***** Given data *****

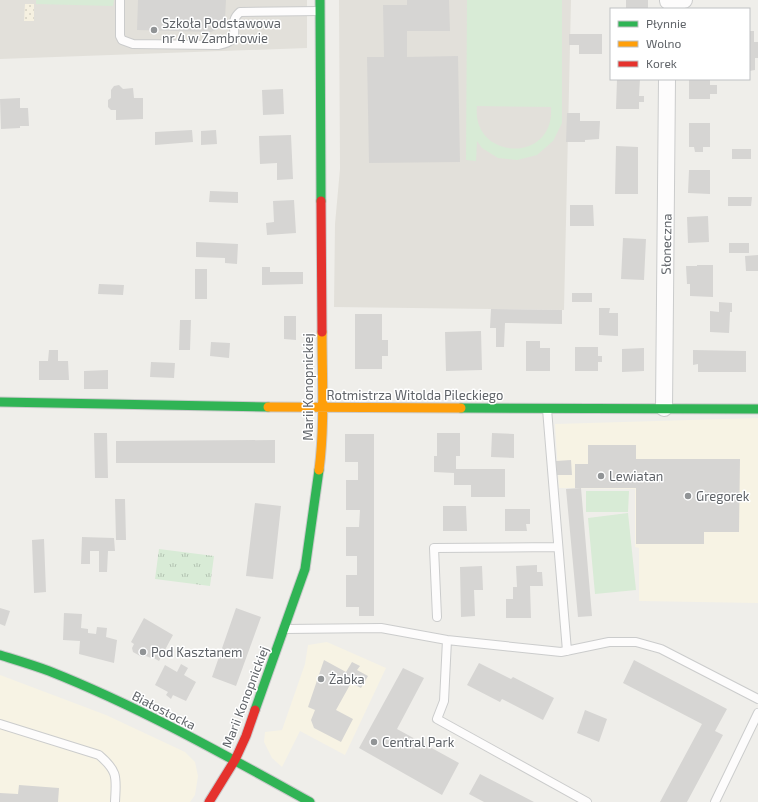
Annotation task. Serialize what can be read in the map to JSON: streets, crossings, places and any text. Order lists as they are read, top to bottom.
{
  "streets": {
    "street": [
      "Słoneczna",
      "Marii Konopnickiej",
      "Rotmistrza Witolda Pileckiego",
      "Białostocka"
    ]
  },
  "crossings": [
    ["Słoneczna", "Rotmistrza Witolda Pileckiego"],
    ["Marii Konopnickiej", "Rotmistrza Witolda Pileckiego"],
    ["Marii Konopnickiej", "Białostocka"]
  ],
  "places": [
    "Szkoła Podstawowa nr 4 w Zambrowie",
    "Lewiatan",
    "Gregorek",
    "Pod Kasztanem",
    "Żabka",
    "Central Park"
  ],
  "legend": ["Płynnie", "Wolno", "Korek"]
}
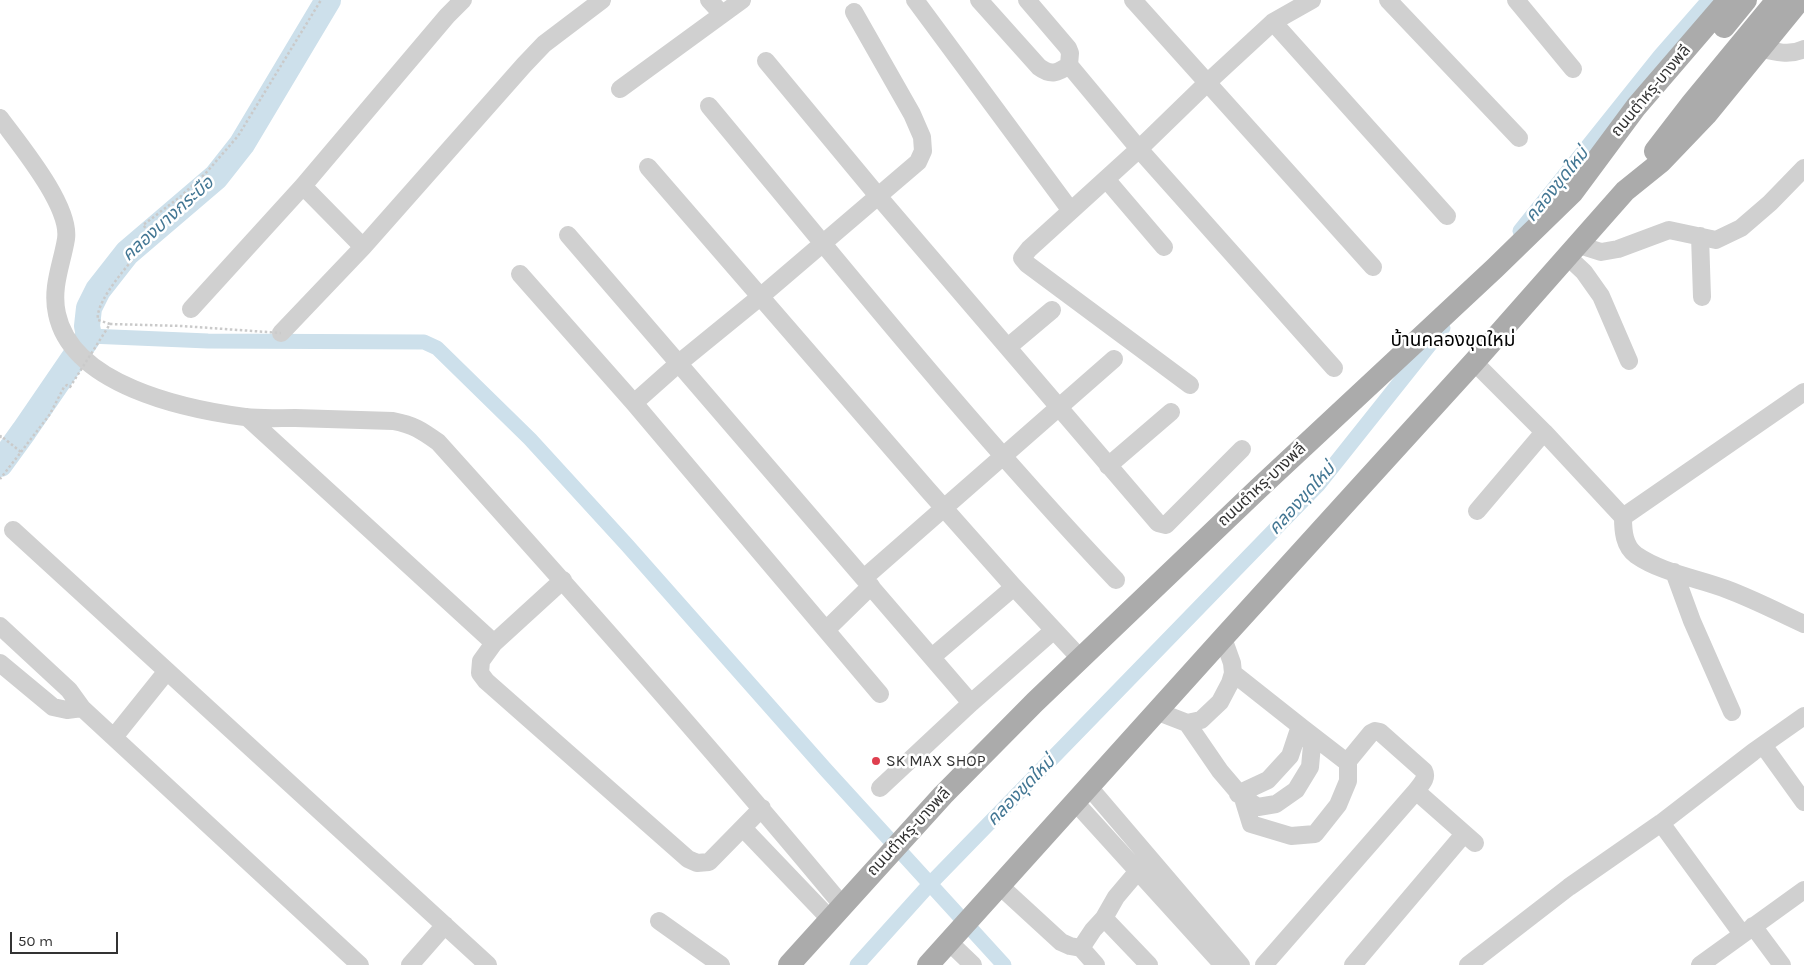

*****

Exercise aim – Only the text of the records belongs in your answer, copied exactly as it appears above.

Exercise solution –
Annotation task. Serialize what can be read in the map to JSON: streets, crossings, places and any text. Order lists as they are read, top to bottom.
{
  "streets": {
    "street": [
      "Słoneczna",
      "Marii Konopnickiej",
      "Rotmistrza Witolda Pileckiego",
      "Białostocka"
    ]
  },
  "crossings": [
    ["Słoneczna", "Rotmistrza Witolda Pileckiego"],
    ["Marii Konopnickiej", "Rotmistrza Witolda Pileckiego"],
    ["Marii Konopnickiej", "Białostocka"]
  ],
  "places": [
    "Szkoła Podstawowa nr 4 w Zambrowie",
    "Lewiatan",
    "Gregorek",
    "Pod Kasztanem",
    "Żabka",
    "Central Park"
  ],
  "legend": ["Płynnie", "Wolno", "Korek"]
}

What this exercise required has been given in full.